• _Data extracts_:
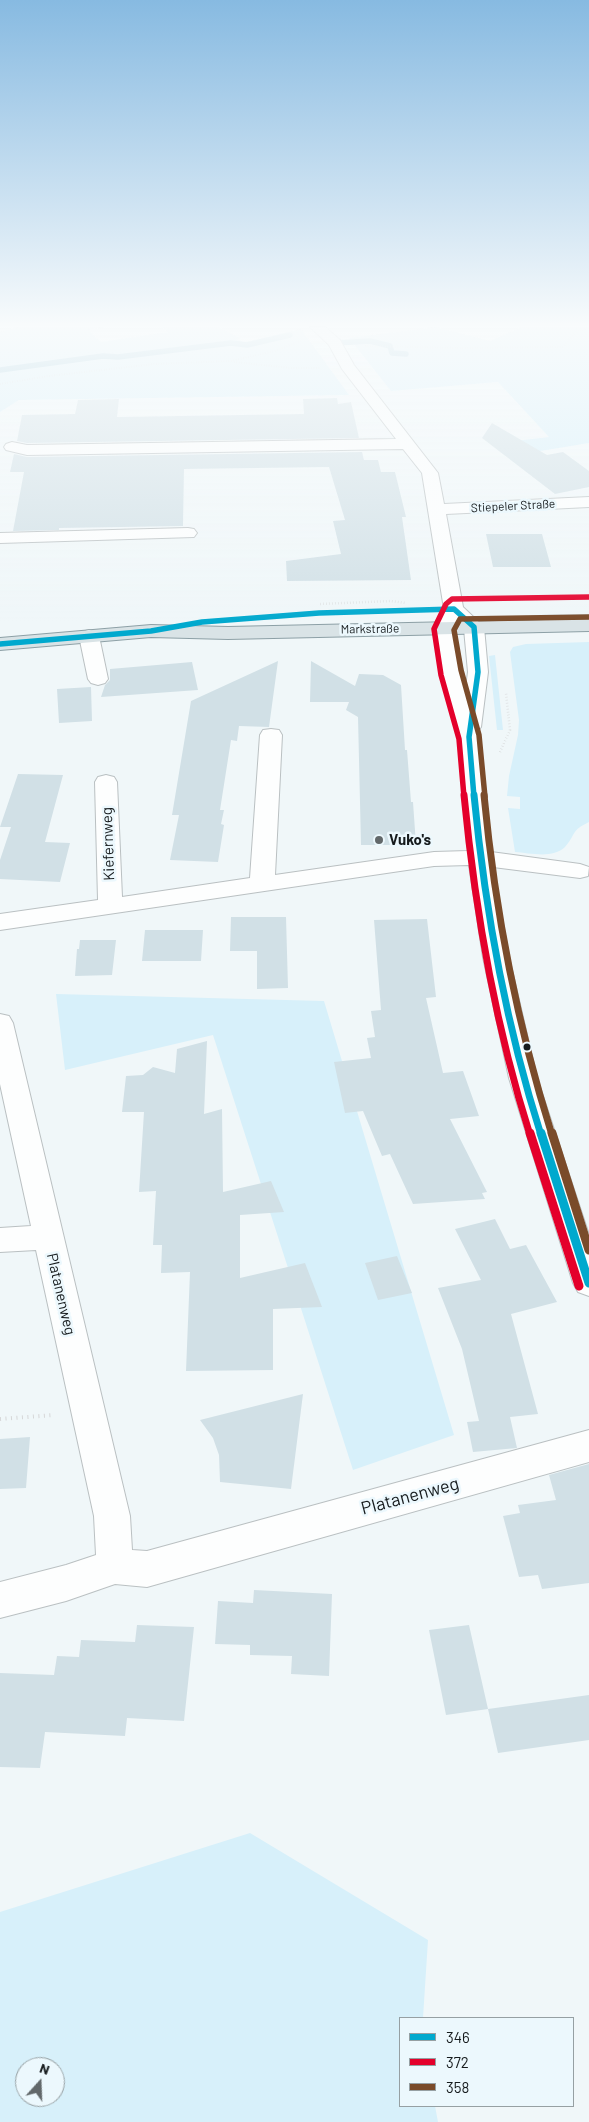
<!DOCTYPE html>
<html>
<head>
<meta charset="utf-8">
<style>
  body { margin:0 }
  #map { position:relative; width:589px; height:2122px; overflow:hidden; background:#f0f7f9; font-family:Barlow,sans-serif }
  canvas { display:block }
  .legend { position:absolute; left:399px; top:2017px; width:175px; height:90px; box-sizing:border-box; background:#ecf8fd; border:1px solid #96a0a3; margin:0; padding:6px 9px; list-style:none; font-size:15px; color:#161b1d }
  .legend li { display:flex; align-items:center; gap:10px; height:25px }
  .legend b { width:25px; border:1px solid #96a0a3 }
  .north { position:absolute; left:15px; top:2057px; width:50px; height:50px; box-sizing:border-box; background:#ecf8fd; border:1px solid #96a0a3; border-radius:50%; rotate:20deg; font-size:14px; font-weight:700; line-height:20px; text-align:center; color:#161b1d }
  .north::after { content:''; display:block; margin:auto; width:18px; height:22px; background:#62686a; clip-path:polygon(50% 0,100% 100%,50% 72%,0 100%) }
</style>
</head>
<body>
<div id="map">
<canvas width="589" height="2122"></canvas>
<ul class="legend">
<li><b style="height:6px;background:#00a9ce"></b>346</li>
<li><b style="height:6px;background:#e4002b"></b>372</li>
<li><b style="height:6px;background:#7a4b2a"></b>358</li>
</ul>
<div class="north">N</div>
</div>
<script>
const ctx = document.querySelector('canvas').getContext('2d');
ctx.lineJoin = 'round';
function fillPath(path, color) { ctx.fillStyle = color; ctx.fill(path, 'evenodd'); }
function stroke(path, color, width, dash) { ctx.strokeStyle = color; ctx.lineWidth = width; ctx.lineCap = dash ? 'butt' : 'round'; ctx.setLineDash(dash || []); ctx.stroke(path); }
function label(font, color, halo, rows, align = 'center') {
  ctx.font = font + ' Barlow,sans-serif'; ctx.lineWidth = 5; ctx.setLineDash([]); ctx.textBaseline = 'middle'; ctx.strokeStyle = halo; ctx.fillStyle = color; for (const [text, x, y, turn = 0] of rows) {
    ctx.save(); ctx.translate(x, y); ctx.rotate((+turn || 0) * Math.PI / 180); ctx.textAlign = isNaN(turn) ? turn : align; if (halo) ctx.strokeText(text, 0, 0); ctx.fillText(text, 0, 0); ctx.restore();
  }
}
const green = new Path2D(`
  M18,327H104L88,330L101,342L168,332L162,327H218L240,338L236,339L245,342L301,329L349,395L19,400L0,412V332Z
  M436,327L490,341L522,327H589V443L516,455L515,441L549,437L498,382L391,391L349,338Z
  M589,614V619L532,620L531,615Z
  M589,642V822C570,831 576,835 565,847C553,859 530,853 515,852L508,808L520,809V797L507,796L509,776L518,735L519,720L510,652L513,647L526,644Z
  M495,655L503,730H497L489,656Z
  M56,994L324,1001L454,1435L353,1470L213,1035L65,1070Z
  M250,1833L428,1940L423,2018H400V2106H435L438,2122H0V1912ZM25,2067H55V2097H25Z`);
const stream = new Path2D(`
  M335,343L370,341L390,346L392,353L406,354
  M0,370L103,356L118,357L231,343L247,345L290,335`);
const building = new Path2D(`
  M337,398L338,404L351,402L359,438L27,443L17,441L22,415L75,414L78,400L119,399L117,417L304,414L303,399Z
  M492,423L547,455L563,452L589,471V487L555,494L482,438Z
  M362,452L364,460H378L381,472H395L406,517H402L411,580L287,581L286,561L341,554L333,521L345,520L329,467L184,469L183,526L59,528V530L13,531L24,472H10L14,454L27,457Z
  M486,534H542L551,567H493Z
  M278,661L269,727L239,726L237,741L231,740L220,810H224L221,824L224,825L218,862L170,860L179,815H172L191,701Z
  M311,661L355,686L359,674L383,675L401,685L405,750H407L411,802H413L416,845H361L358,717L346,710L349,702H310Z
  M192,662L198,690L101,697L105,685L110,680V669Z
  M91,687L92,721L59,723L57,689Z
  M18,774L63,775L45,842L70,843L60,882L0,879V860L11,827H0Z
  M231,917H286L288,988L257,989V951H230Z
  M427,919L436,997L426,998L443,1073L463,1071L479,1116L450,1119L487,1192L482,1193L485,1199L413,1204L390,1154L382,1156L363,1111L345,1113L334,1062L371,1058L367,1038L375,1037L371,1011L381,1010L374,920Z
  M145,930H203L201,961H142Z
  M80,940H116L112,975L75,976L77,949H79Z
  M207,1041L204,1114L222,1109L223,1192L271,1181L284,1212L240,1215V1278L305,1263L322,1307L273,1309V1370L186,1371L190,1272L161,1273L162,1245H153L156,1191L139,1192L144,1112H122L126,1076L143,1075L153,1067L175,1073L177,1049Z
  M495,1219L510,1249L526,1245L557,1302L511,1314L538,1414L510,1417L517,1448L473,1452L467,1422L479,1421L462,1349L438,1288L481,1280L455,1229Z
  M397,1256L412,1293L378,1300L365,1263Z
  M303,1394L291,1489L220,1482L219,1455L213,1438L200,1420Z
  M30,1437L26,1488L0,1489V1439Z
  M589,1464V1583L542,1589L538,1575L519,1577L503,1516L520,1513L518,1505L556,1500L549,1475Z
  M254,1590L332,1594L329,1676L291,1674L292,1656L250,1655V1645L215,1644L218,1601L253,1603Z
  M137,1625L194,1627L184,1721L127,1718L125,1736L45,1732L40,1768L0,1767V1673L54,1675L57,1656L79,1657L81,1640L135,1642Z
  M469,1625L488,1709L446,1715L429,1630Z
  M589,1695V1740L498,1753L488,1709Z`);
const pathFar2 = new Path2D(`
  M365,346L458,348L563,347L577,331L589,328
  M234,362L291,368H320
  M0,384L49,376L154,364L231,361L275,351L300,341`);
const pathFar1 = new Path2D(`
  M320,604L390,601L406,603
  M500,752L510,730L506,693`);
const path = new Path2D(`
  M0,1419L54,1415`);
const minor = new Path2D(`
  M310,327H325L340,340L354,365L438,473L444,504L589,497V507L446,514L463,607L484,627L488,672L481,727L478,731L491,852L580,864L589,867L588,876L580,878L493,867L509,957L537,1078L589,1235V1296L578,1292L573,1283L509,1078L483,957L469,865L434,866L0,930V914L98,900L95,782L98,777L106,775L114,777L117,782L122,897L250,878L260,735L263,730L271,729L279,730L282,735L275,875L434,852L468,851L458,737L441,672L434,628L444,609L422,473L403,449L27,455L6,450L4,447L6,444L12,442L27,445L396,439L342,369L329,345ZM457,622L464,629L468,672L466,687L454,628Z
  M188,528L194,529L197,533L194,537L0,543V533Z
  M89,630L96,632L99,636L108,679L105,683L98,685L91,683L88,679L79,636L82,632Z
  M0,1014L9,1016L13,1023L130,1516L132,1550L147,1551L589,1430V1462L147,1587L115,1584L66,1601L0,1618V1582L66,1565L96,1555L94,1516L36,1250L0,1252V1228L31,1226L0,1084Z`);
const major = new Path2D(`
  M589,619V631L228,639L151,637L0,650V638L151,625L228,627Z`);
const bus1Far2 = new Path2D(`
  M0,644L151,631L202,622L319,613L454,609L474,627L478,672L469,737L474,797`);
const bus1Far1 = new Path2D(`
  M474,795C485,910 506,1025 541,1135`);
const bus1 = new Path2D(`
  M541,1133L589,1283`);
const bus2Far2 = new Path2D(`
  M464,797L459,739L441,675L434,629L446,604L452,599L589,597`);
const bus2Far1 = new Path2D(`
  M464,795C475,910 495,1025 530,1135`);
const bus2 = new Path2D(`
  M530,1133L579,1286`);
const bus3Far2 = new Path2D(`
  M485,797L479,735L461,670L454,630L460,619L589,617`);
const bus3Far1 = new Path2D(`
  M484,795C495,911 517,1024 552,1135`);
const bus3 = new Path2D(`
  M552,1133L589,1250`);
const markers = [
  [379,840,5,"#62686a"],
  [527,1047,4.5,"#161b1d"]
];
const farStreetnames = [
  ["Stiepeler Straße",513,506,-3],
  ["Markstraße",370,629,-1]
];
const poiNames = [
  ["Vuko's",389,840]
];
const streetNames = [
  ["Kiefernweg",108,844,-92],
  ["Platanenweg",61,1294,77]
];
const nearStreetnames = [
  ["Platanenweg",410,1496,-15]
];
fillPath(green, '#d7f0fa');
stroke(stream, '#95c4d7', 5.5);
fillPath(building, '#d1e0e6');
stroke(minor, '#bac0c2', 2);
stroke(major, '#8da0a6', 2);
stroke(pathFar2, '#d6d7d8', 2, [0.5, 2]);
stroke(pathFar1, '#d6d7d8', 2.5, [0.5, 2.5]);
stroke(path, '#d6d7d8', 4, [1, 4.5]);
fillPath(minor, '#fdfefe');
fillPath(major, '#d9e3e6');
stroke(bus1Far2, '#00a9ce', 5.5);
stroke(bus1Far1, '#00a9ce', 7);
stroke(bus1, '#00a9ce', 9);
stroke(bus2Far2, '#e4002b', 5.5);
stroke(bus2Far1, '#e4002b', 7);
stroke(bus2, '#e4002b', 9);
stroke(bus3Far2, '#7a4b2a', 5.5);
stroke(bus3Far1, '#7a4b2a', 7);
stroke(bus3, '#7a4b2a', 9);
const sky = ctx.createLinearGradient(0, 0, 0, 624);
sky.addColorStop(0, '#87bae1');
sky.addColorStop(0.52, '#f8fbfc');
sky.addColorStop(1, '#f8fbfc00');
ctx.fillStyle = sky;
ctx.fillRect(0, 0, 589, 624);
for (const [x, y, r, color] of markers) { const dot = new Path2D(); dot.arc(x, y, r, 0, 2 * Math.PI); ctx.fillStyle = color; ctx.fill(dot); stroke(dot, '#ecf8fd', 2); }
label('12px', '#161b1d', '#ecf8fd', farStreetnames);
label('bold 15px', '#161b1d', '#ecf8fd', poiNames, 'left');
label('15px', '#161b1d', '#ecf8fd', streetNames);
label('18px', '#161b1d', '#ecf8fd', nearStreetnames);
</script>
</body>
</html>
---
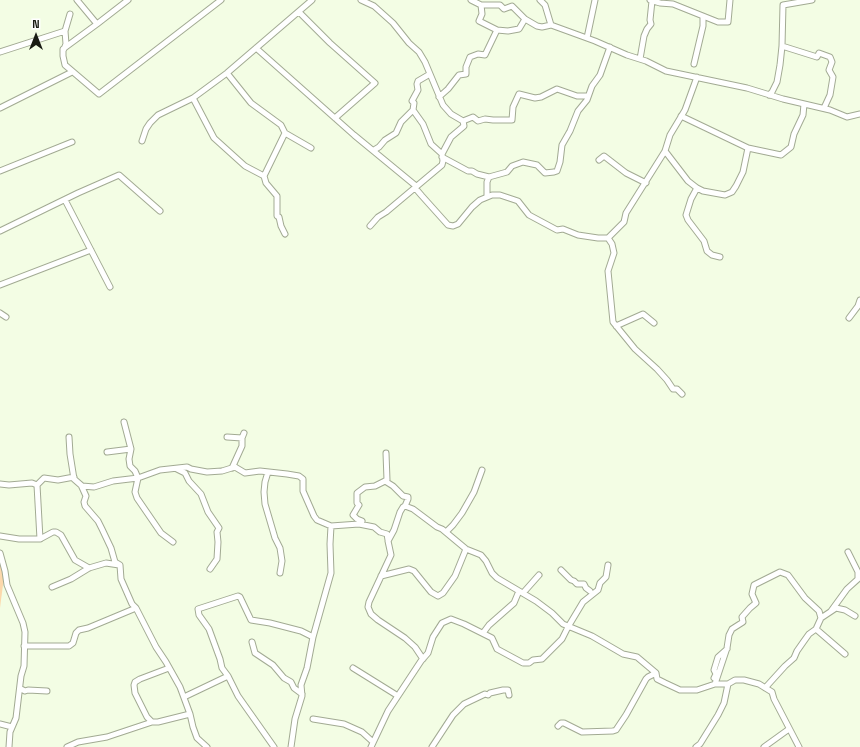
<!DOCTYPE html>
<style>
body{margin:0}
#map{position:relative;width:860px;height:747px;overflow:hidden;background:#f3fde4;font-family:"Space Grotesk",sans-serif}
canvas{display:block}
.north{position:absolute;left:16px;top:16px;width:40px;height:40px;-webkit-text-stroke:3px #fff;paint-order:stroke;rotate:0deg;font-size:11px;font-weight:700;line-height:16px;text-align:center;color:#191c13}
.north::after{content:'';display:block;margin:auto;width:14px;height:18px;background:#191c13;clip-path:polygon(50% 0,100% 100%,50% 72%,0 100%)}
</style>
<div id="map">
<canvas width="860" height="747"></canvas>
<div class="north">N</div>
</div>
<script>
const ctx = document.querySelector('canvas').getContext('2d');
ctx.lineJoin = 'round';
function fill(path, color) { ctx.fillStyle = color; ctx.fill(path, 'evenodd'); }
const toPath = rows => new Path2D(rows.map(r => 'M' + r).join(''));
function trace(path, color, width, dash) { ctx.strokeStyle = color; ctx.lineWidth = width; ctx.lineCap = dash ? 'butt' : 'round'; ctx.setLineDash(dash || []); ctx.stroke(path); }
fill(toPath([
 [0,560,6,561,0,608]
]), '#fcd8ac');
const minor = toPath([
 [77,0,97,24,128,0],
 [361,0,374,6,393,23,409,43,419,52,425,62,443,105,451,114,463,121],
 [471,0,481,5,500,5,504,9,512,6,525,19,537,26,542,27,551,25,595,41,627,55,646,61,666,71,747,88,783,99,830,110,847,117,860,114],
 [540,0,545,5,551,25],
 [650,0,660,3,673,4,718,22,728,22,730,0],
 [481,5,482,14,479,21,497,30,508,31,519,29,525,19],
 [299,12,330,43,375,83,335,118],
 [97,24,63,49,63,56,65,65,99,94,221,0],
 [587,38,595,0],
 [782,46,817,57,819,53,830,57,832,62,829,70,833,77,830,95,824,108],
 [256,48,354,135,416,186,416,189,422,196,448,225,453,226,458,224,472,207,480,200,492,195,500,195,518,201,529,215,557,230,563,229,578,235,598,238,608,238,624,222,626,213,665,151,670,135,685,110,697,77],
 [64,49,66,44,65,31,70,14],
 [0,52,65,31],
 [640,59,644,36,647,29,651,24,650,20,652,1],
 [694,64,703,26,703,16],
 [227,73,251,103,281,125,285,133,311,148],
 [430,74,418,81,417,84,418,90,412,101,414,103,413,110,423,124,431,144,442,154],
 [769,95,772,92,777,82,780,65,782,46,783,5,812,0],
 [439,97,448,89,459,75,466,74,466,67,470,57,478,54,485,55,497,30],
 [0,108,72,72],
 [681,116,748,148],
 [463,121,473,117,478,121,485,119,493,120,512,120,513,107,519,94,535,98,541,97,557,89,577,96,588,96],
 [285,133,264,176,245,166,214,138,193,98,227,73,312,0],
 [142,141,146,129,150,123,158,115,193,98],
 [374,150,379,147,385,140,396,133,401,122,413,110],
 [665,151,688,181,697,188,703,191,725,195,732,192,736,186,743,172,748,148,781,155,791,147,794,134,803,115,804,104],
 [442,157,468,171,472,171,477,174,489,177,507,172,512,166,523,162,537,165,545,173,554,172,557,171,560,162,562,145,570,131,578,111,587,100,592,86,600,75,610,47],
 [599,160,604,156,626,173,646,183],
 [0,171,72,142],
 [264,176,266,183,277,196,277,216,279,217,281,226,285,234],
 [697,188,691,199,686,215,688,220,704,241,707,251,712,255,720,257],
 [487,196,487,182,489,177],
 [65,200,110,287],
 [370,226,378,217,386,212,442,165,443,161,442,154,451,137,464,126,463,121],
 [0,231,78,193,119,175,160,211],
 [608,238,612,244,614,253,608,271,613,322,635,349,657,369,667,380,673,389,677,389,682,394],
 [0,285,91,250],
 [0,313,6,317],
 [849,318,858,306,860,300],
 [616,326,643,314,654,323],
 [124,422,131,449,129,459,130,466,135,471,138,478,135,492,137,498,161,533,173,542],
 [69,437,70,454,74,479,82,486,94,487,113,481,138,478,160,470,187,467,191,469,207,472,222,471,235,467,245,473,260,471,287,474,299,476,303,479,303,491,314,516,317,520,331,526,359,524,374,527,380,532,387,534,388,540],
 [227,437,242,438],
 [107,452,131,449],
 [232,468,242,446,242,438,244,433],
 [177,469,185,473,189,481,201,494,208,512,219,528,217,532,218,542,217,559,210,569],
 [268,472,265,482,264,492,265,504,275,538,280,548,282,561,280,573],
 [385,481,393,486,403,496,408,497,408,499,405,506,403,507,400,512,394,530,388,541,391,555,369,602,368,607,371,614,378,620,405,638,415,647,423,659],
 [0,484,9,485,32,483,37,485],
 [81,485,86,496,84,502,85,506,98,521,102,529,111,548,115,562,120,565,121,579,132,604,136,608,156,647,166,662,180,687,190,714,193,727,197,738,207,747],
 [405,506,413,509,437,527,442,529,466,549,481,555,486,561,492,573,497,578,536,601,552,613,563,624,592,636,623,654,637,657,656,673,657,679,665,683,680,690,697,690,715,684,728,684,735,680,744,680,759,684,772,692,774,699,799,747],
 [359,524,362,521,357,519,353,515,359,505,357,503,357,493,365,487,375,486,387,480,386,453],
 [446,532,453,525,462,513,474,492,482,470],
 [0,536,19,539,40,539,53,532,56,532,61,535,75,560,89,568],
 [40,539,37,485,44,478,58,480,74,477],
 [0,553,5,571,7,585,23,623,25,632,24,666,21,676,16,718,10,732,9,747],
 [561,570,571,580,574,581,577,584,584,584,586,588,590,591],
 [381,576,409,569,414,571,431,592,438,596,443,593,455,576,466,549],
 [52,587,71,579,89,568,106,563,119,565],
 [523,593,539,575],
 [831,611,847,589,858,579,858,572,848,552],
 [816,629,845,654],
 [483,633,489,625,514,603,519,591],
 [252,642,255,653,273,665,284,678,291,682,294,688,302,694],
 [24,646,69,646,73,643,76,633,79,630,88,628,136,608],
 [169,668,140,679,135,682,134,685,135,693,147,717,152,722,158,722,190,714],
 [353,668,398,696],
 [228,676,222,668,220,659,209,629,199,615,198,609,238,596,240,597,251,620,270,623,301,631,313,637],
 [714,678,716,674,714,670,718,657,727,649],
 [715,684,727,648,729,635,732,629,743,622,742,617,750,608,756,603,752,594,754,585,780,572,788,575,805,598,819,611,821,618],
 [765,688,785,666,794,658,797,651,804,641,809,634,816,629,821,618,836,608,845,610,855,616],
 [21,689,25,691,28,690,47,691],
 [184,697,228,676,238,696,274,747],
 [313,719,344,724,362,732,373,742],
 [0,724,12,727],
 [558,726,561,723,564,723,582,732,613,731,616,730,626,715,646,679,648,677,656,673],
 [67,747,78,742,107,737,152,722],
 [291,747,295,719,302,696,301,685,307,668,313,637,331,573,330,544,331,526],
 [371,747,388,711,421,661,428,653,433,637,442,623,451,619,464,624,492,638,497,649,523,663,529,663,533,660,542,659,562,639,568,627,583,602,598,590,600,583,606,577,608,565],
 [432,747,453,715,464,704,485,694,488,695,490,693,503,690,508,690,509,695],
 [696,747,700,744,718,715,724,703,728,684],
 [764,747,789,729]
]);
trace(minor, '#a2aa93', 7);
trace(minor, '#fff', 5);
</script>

• _What you are asked to do_:
Look over the records above and copy each line that includes the string "html".

• _Written solution_:
<!DOCTYPE html>
<html>
</html>
<!DOCTYPE html>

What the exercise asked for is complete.